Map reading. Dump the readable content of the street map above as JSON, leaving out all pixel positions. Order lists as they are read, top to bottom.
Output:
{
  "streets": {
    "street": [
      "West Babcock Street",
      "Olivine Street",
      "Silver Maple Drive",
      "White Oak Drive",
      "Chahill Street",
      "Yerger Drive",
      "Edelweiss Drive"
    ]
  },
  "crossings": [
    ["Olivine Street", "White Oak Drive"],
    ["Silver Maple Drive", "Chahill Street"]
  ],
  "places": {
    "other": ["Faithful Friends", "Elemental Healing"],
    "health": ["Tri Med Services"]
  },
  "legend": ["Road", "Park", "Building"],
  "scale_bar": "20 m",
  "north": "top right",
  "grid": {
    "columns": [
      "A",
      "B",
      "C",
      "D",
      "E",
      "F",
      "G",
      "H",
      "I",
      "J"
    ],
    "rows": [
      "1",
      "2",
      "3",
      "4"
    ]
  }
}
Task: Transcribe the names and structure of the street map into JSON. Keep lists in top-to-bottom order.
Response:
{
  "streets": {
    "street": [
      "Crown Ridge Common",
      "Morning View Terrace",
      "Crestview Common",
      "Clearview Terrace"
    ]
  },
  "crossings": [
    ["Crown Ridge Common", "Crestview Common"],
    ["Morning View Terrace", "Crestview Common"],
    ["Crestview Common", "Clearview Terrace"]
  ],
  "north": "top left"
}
- - -
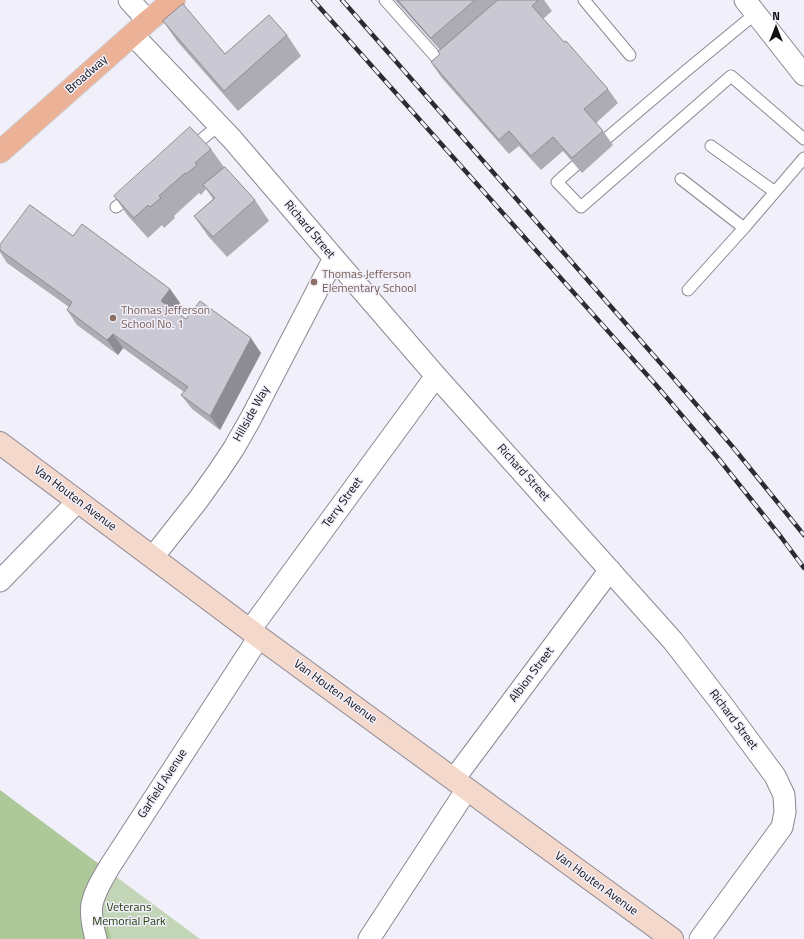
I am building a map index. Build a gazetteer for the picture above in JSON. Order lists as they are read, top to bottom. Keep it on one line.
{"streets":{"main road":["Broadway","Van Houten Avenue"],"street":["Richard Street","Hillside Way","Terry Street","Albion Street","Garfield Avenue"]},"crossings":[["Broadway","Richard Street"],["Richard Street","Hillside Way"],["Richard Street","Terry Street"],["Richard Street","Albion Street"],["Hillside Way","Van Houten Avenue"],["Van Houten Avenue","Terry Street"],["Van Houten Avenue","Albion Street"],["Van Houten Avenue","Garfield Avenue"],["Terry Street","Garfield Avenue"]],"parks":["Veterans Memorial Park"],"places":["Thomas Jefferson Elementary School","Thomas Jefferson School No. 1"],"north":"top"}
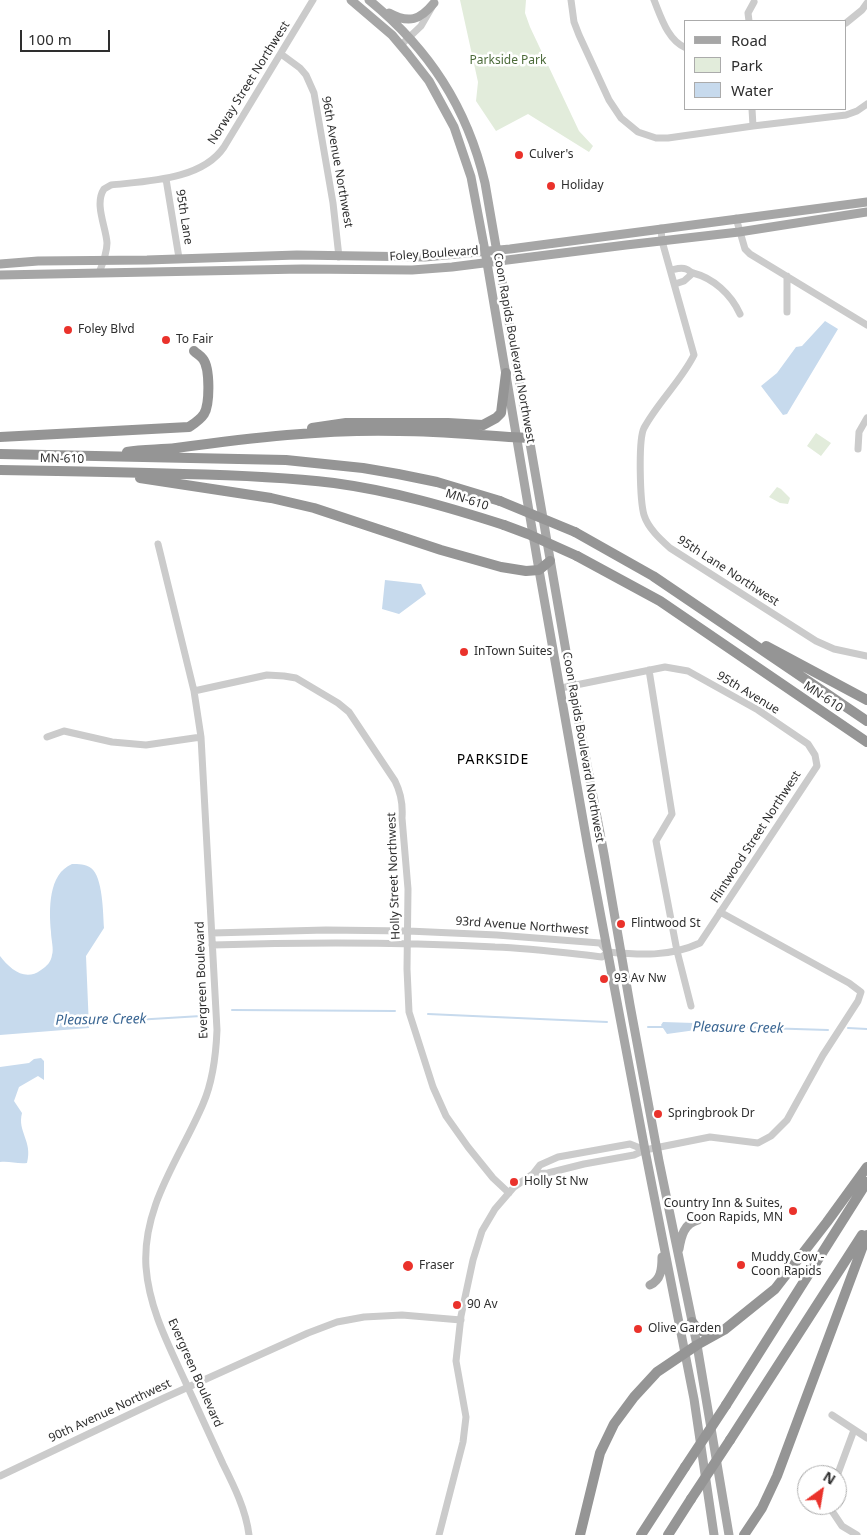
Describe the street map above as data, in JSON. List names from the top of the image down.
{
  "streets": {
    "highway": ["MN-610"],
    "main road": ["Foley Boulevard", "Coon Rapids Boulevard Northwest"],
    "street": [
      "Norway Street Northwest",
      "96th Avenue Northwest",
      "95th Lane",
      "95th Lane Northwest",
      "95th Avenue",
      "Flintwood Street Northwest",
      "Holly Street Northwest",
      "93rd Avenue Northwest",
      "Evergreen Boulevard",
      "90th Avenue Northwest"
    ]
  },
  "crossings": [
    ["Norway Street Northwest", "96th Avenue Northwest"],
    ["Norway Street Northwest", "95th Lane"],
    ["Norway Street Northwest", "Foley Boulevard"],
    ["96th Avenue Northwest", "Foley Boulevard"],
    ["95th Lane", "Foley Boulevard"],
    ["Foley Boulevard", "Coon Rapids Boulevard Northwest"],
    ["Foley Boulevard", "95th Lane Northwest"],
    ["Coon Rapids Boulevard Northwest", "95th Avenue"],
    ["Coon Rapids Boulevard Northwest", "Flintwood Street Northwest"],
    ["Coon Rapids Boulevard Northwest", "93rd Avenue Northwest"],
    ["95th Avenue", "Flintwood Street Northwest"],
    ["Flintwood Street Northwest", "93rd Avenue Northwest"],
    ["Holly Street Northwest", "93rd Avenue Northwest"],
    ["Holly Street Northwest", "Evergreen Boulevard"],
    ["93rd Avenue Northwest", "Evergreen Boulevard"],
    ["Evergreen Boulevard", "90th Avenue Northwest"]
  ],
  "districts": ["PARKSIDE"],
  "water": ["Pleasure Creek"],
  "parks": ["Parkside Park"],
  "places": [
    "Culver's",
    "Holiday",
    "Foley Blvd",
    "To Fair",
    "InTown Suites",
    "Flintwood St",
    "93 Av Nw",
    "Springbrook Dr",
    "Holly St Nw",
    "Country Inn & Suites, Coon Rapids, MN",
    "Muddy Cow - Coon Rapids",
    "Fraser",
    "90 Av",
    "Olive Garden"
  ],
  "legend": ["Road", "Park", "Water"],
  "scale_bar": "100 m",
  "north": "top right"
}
- - -
WHAT TO PRODUCE | Taking the entries above, write out exactly the lines starting with the line containing "Map reading. Dump" and going on through the line containing "Task: Transcribe the", both included, and nothing else.

SOLUTION TO THIS TASK |
Map reading. Dump the readable content of the street map above as JSON, leaving out all pixel positions. Order lists as they are read, top to bottom.
Output:
{
  "streets": {
    "street": [
      "West Babcock Street",
      "Olivine Street",
      "Silver Maple Drive",
      "White Oak Drive",
      "Chahill Street",
      "Yerger Drive",
      "Edelweiss Drive"
    ]
  },
  "crossings": [
    ["Olivine Street", "White Oak Drive"],
    ["Silver Maple Drive", "Chahill Street"]
  ],
  "places": {
    "other": ["Faithful Friends", "Elemental Healing"],
    "health": ["Tri Med Services"]
  },
  "legend": ["Road", "Park", "Building"],
  "scale_bar": "20 m",
  "north": "top right",
  "grid": {
    "columns": [
      "A",
      "B",
      "C",
      "D",
      "E",
      "F",
      "G",
      "H",
      "I",
      "J"
    ],
    "rows": [
      "1",
      "2",
      "3",
      "4"
    ]
  }
}
Task: Transcribe the names and structure of the street map into JSON. Keep lists in top-to-bottom order.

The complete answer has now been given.